Durante el mediodía del miércoles, la mujer volvió a comunicarse con NdeN para informar que había recibido el llamado de un hombre que le indicó que habían sido vistos en la zona del Balneario Los Ángeles. Minutos después, también fue contactada desde la comisaría, donde le señalaron que iniciarían tareas de búsqueda en ese sector.
“Yo llamaba a la comisaría y me decían que no podían hacer nada. Se ve que vieron la publicación y me llamaron”, expresó Mariel, visiblemente emocionada.

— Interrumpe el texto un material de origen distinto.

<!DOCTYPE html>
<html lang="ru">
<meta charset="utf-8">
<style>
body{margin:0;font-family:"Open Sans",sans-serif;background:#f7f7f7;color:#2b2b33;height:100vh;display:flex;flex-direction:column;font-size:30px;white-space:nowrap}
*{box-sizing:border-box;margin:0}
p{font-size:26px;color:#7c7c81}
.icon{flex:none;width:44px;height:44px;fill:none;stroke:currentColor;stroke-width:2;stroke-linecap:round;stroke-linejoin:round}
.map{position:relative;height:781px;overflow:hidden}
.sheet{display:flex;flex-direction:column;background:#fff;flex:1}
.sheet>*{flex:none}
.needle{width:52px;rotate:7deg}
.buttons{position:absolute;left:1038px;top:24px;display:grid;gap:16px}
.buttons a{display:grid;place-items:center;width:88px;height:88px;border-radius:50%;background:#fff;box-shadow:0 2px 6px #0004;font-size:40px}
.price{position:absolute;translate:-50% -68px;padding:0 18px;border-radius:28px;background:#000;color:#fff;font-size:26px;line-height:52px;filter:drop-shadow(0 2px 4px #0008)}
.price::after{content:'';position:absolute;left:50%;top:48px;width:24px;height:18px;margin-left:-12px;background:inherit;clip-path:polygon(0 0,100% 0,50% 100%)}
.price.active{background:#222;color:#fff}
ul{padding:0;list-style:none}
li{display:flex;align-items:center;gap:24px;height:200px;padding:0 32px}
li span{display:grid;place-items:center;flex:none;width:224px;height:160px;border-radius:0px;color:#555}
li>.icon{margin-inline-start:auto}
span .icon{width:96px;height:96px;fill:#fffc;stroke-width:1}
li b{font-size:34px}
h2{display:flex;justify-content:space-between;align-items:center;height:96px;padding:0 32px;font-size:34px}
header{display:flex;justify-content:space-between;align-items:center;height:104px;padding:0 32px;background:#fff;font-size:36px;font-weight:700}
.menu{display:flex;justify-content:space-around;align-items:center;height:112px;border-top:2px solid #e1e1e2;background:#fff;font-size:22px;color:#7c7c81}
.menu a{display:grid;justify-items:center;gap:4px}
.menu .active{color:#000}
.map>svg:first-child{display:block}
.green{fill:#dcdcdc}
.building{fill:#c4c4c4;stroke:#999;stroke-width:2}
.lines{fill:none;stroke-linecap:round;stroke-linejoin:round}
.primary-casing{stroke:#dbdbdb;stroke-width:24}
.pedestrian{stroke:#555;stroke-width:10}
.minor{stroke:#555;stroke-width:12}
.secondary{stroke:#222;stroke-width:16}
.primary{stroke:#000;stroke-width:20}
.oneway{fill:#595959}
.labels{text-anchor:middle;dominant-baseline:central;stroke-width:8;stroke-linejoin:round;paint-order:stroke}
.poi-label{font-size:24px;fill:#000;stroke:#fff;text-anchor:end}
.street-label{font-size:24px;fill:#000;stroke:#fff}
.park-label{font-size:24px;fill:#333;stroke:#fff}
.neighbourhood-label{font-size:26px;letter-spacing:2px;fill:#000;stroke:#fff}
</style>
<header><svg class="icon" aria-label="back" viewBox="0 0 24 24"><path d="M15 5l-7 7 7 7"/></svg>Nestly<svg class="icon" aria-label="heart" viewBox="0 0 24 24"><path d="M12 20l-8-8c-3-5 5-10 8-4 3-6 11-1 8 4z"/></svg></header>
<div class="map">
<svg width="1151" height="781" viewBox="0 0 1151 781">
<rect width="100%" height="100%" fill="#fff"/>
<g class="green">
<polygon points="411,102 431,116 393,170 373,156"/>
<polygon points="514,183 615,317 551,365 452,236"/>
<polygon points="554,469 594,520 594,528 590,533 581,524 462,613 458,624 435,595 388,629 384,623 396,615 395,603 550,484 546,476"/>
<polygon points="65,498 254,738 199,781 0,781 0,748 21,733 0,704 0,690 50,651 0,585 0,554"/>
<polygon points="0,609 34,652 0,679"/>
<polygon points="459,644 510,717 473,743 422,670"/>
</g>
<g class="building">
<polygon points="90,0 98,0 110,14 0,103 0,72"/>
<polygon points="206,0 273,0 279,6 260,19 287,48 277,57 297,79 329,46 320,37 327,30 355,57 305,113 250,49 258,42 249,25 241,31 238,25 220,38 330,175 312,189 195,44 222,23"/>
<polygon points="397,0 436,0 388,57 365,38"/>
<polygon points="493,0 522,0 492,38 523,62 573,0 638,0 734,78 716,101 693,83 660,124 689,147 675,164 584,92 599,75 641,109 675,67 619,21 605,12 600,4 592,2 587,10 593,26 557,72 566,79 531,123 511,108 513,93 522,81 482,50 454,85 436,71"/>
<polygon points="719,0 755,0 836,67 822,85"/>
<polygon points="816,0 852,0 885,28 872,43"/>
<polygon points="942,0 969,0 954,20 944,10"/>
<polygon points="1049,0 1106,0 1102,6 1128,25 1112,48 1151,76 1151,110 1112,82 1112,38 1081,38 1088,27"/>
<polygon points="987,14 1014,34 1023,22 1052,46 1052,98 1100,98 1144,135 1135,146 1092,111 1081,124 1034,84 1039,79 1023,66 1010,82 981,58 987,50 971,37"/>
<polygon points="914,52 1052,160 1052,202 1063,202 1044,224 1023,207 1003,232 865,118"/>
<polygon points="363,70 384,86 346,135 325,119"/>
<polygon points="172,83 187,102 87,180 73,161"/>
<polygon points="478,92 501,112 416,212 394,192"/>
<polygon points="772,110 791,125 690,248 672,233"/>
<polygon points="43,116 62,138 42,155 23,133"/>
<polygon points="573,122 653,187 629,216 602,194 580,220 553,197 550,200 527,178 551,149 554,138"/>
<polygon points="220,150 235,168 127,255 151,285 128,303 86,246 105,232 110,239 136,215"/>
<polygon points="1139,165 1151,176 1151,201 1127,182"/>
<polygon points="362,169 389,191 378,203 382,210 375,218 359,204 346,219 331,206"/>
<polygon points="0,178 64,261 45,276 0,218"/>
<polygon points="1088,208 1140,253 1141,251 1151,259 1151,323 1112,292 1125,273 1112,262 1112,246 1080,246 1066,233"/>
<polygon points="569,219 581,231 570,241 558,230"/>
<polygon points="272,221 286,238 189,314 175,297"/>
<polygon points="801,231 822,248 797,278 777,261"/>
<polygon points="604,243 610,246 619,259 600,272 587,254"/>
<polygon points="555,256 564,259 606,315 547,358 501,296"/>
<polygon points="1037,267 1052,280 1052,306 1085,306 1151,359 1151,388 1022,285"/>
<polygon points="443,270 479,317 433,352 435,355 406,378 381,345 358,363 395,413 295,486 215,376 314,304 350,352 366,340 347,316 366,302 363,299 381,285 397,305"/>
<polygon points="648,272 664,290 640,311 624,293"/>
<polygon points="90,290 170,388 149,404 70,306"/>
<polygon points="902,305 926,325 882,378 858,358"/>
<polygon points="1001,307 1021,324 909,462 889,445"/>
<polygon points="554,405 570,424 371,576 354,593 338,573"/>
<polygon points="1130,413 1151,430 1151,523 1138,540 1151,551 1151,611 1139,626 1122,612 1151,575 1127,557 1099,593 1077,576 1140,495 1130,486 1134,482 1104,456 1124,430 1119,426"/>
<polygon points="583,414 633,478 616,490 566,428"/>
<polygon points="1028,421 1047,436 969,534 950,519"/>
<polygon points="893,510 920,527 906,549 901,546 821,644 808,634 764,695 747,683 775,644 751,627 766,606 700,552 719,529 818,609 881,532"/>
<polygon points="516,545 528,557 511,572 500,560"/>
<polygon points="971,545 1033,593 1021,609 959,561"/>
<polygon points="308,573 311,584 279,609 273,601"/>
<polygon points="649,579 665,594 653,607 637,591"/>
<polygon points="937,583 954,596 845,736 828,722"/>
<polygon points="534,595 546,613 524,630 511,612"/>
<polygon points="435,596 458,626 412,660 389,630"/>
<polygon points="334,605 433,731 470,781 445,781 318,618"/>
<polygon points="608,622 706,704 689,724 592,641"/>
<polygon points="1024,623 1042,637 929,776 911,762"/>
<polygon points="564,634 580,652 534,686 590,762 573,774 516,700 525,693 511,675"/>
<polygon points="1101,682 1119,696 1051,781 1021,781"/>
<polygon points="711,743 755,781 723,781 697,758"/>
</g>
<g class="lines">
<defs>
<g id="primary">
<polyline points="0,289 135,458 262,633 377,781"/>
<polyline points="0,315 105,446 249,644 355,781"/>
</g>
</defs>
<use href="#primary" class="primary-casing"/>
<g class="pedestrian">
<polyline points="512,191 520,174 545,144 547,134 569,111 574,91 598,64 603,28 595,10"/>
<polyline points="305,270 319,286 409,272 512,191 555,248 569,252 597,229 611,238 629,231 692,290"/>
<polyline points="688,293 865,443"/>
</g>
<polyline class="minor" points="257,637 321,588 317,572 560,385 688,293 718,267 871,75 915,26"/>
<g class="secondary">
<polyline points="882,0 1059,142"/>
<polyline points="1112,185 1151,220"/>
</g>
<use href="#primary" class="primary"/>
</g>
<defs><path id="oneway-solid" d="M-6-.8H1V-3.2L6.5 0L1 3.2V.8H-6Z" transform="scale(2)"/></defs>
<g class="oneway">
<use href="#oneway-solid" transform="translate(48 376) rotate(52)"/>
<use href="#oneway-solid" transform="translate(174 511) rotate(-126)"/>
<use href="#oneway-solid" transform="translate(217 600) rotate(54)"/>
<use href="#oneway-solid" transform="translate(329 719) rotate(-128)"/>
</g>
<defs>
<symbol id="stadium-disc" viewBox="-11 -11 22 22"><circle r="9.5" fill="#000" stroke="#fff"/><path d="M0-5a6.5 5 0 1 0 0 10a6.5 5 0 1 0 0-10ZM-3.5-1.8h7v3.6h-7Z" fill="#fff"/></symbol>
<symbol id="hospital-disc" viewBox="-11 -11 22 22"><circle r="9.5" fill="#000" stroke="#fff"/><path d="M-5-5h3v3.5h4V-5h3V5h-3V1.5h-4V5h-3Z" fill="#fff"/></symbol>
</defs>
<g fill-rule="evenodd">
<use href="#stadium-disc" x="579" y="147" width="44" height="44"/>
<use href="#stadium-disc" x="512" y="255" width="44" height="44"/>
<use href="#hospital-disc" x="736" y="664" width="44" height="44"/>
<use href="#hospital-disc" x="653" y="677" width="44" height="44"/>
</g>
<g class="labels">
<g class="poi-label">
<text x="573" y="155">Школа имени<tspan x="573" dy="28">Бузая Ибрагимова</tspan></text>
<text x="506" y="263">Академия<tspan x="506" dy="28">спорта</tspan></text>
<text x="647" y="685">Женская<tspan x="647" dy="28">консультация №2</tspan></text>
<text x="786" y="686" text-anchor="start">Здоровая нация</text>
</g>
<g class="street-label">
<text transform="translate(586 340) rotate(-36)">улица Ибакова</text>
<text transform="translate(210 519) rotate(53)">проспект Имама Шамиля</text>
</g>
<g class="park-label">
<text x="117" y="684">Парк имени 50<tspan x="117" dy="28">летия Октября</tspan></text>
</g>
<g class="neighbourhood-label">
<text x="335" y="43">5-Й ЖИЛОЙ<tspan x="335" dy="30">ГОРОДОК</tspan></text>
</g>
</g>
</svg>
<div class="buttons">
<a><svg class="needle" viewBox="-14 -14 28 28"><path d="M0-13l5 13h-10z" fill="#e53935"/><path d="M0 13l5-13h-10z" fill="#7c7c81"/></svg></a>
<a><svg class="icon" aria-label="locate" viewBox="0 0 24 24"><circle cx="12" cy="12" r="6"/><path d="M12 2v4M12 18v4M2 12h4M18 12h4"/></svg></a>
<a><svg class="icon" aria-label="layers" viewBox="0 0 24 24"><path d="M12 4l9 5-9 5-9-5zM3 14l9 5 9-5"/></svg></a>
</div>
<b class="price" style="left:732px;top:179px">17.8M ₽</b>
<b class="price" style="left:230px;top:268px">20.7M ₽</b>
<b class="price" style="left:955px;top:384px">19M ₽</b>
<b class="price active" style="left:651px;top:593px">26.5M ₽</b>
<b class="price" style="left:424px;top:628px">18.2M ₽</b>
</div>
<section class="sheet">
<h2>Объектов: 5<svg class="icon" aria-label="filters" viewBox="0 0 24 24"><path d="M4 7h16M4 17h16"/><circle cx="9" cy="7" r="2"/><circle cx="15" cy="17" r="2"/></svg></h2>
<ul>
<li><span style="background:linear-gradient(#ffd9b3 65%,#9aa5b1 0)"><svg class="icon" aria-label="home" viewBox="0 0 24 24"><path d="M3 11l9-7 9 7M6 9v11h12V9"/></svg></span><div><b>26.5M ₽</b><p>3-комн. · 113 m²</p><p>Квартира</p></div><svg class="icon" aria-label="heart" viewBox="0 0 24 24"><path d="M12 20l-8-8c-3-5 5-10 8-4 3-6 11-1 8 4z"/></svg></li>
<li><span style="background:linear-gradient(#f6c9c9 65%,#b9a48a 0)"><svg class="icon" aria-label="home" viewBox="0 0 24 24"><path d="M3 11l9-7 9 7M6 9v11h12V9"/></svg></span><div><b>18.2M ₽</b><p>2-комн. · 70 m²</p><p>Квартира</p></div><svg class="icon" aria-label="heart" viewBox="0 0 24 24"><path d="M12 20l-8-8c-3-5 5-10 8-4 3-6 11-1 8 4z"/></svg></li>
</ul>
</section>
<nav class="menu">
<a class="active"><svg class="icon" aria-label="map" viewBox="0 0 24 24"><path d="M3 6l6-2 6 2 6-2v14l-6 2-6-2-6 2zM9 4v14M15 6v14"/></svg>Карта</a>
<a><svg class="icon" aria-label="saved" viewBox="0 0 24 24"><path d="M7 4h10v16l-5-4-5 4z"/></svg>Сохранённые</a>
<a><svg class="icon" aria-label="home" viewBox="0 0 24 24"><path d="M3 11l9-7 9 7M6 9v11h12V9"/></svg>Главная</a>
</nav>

Cerca de las 14:20, Mariel volvió a comunicarse con este medio para confirmar que el padre y el niño habían sido encontrados en Balneario Los Ángeles y que se encontraban en buen estado de salud. La mujer explicó que no tenían señal, motivo por el cual no había sido posible mantener comunicación durante varias horas.
Incluso, la persona que los halló logró enviarle una fotografía, lo que permitió confirmar rápidamente que ambos estaban bien. Posteriormente, también se supo que se habían comunicado con una cuñada, con quien ya estaban en contacto.
Mariel indicó además que un amigo del padre, residente en Necochea, había movilizado a varias personas para colaborar en la búsqueda.
La madre del niño destacó la rápida difusión del pedido de ayuda y la solidaridad de la comunidad, señalando que la información se viralizó no solo en Necochea, sino también en Lobería, San Cayetano y en Venado Tuerto, Santa Fe.
“Gracias de corazón a gente que no nos conoce, que me mandó mensajes para decirme que me quedara tranquila. Y a NdeN, que sin pedirme nada a cambio, difundió la búsqueda y me dio una mano enorme”, expresó.
Con un tono distendido, Mariel comentó que el padre del niño, ya al tanto de la repercusión, bromeó diciendo que cuando recupere señal, “le van a tirar de la oreja” por el susto generado.
El caso se resolvió como una cadena de solidaridad, que permitió despejar la preocupación y confirmar que ambos se encontraban bien, cerrando una situación de angustia con un desenlace positivo.